Jake straightened up and swore, quietly, viciously to himself. He hit the bumper of the Eldorado, and then turned to look Tobias in the eye. “I don’t see another way around it. It wants kids, it’s marked out its next vic—these things move like the fucking wind, we don’t got a chance in hell of catching it in the open. If we don’t stop it now, it’ll zap someone else maybe tomorrow, maybe twenty years from now. Look, we’re the fucking Hawthornes, right? So nothing’s going to happen to the kid. We’ll keep close and jump it soon as it’s inside and make sure it never leaves.”
Tobias nodded, slow and unhappy. “I don’t remember ever reading another way to do it.”
“And it’s not like we can wait around forever. It only takes one cocky son of a bitch to tip him off, and then it’s the same old shit in a couple decades, except we’ll be slower and creakier. We’ve got to give this our best shot now.”

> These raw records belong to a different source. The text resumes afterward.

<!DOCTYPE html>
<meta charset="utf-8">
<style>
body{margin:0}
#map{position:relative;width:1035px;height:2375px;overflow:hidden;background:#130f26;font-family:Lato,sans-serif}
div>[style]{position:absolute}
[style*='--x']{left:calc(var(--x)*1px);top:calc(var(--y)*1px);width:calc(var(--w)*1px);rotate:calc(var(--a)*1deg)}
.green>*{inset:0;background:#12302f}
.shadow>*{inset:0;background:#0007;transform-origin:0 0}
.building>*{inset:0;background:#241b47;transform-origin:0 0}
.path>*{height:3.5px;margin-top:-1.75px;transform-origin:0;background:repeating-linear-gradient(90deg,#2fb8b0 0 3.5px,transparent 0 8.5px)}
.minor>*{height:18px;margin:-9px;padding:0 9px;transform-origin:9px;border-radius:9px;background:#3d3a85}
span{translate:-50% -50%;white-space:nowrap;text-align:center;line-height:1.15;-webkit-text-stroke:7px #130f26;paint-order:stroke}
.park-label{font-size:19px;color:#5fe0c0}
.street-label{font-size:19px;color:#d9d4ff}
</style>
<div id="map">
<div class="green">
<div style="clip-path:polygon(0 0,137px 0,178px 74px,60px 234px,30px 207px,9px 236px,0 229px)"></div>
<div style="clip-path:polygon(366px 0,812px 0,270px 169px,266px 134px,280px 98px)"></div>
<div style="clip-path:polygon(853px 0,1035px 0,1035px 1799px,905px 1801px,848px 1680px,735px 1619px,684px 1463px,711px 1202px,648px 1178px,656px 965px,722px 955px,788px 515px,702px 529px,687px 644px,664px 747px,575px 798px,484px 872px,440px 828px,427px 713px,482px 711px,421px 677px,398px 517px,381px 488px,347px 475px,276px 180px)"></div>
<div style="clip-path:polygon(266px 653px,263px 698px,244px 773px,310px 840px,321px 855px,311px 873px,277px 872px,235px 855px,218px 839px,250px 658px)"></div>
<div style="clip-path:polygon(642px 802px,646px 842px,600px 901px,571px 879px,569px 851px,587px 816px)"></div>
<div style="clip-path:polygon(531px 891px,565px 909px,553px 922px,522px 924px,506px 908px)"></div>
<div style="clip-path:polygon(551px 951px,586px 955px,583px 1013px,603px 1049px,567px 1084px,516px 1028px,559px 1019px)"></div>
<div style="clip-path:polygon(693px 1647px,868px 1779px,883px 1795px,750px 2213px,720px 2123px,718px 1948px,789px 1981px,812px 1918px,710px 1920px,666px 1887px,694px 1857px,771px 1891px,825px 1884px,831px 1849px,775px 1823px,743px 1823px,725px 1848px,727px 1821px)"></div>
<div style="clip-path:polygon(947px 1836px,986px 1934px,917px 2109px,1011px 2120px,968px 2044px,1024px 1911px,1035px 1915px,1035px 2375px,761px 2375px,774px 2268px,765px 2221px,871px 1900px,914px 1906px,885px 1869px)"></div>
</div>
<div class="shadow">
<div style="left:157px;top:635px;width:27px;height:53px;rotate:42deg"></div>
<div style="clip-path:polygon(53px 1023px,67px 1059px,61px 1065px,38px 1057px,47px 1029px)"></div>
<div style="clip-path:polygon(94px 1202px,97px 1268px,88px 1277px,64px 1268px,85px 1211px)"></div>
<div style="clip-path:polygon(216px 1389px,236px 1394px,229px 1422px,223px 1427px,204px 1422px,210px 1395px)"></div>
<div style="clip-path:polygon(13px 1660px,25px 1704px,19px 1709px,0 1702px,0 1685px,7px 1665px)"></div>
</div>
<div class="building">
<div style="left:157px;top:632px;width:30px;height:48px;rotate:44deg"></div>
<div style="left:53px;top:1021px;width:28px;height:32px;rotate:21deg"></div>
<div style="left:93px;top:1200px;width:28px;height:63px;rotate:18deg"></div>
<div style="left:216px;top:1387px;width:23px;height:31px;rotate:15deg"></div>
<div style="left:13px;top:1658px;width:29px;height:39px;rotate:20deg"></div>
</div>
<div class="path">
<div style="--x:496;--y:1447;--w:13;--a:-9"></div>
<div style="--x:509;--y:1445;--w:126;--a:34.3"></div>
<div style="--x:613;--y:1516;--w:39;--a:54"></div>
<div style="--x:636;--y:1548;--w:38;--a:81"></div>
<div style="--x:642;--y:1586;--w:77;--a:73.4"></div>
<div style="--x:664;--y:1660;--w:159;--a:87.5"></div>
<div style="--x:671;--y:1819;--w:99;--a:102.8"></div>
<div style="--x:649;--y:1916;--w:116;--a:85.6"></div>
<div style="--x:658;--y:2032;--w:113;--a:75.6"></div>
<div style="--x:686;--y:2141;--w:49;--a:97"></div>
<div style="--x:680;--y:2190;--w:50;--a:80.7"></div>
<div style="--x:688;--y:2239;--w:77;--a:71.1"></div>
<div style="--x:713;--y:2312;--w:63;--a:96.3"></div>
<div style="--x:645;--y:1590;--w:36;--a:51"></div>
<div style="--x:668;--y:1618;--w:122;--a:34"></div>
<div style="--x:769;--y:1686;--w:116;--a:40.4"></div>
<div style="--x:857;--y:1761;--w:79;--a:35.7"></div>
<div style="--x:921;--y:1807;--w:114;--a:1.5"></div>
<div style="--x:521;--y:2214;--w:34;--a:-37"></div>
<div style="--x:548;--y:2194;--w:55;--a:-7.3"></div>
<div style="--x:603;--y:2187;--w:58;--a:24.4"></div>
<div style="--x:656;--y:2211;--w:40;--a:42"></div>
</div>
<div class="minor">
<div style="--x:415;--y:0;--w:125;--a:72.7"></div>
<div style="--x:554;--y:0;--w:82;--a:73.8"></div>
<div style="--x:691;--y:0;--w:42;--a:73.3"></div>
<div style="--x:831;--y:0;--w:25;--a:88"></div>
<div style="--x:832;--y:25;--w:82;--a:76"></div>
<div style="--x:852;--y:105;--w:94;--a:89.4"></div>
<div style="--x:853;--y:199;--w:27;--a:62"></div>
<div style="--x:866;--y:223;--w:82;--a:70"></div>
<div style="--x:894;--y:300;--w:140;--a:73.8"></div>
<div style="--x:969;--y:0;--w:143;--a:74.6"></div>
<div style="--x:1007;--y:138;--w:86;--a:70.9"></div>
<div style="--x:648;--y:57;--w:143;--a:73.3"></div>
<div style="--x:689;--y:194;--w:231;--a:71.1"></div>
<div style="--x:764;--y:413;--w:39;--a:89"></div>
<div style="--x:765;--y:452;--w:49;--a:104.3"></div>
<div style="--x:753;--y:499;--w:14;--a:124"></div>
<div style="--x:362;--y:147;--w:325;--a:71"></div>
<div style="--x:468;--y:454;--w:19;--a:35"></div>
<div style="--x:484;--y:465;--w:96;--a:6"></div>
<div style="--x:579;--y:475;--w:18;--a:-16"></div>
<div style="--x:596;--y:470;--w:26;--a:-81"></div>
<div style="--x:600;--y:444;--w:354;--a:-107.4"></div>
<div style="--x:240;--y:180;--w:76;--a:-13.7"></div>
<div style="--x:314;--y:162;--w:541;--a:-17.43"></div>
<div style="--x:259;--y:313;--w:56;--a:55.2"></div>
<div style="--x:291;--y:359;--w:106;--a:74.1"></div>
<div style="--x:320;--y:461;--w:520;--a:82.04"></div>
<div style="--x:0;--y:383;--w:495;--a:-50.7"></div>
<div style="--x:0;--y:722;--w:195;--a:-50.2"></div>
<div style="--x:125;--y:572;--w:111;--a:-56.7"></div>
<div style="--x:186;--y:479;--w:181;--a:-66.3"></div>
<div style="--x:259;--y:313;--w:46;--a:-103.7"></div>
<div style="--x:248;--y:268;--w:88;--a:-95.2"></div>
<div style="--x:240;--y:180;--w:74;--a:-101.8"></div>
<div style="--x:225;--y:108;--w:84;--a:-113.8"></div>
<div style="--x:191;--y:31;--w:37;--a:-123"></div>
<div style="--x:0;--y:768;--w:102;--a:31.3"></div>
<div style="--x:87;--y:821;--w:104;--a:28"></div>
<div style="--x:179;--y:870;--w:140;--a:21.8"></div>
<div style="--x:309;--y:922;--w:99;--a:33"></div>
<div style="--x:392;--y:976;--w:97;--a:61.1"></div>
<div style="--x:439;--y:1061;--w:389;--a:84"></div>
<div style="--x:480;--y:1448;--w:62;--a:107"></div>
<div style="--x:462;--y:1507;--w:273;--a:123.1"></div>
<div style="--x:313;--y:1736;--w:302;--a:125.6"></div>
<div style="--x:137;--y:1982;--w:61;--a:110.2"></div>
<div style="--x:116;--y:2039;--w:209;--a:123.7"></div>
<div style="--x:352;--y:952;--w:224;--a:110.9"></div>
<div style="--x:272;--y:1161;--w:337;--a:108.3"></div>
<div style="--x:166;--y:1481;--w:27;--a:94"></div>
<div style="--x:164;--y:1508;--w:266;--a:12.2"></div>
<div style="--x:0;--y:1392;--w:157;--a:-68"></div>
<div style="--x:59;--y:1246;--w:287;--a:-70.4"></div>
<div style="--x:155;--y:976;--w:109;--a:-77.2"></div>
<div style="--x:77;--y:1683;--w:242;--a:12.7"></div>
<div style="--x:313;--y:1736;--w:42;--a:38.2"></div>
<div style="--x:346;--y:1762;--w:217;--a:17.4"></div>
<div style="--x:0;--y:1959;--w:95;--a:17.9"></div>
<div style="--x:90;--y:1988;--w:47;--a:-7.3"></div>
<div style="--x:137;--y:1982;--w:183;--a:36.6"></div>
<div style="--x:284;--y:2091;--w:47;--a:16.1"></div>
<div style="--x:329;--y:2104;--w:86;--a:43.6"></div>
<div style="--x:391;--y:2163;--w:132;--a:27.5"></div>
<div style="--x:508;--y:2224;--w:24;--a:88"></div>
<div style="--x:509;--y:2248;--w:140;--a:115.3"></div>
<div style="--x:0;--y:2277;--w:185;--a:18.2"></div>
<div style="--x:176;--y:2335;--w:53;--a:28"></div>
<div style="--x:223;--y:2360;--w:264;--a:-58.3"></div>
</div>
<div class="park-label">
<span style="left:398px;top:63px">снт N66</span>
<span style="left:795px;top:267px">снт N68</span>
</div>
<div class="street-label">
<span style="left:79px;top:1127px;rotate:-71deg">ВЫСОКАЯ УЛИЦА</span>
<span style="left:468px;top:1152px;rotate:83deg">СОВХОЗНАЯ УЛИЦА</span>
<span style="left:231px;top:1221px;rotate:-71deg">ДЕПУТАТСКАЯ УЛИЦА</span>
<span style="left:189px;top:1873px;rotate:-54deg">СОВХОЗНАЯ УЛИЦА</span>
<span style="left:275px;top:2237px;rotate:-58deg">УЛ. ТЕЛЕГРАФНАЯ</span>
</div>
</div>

Sixteen minutes later, they pulled up across the street from the Sanchez house. They had a decent view of three sides of the house, but if the striga sneaked in from the back, they wouldn’t know it was there until the scream—if there was a scream. Tobias hated that they were putting a real child at risk, but he had to have faith that Jake knew what he was doing, that this was a risk worth taking if it would save other children.
This wasn’t the kind of threat that they usually faced. The ASC bounty on a striga was huge, and that thought had left his hands shaking as he carefully replaced the books that he’d cross-referenced. This had to be done quietly if they didn’t want the ASC landing like a ton of bricks.